EXERCISE OBJECTIVE
Among the entries below, how many lines have the string "Club" in them? Only the number should be given.

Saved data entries
·····

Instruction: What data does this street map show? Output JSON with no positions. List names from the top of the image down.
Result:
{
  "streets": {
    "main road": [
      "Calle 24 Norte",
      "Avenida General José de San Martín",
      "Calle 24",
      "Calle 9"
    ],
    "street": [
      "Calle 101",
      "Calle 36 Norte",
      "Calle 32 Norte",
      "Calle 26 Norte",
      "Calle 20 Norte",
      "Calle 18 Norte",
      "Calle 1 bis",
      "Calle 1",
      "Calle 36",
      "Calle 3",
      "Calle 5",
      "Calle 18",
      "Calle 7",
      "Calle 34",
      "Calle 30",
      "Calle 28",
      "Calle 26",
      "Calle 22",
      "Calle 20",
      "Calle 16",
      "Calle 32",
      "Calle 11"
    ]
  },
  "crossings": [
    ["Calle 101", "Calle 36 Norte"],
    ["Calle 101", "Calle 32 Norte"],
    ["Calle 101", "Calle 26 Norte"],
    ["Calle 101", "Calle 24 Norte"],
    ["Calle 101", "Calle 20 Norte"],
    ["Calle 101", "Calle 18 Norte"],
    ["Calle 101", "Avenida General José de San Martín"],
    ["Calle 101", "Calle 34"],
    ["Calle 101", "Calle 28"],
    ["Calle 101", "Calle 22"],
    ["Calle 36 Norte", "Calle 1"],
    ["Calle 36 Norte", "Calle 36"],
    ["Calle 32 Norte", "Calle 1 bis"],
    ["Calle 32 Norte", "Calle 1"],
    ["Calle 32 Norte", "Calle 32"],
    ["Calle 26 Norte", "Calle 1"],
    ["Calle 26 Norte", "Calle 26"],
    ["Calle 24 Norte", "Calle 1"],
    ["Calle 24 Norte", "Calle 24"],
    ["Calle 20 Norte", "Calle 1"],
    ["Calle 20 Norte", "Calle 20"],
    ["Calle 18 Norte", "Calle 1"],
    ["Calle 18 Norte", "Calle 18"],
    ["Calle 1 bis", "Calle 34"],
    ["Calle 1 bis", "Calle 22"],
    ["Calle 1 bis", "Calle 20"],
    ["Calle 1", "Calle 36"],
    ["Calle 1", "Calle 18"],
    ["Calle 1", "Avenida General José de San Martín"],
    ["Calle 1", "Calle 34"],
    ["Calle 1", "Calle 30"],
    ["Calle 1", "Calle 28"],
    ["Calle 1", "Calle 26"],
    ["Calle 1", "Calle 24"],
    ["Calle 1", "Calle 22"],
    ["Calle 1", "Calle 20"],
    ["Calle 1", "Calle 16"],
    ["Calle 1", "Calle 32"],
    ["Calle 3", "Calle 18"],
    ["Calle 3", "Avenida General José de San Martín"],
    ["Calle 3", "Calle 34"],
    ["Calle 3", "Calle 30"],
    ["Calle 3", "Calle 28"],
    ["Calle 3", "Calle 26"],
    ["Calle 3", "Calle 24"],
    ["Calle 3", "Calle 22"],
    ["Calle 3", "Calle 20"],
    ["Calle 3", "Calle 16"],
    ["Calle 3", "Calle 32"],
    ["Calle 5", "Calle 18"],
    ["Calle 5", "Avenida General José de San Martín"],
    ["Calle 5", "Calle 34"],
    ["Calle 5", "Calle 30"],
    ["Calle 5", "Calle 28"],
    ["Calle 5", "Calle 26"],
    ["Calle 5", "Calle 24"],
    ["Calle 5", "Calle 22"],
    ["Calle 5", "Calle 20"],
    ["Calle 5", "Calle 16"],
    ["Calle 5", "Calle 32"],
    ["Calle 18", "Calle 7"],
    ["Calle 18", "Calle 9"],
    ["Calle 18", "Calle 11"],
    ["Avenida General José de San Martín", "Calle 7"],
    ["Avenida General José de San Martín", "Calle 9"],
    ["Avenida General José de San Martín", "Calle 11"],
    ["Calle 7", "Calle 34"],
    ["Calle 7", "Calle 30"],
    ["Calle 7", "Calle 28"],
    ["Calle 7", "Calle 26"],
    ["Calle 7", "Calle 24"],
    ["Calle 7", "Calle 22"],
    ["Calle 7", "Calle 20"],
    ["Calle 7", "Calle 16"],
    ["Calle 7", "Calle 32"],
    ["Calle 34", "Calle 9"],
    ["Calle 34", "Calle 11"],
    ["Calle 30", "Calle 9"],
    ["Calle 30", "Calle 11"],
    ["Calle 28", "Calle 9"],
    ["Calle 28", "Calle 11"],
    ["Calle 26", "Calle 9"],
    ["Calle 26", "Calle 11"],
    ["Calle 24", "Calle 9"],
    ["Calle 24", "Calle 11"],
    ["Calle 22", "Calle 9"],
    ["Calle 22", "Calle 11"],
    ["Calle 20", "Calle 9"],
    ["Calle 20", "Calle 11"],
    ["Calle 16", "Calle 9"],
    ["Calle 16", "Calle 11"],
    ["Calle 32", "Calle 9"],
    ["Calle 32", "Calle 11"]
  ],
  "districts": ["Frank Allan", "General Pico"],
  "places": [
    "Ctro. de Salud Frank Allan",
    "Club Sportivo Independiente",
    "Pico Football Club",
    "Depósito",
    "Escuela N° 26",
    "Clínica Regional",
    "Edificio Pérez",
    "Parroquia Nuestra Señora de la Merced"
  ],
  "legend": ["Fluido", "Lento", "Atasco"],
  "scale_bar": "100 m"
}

·····

WRITTEN SOLUTION
2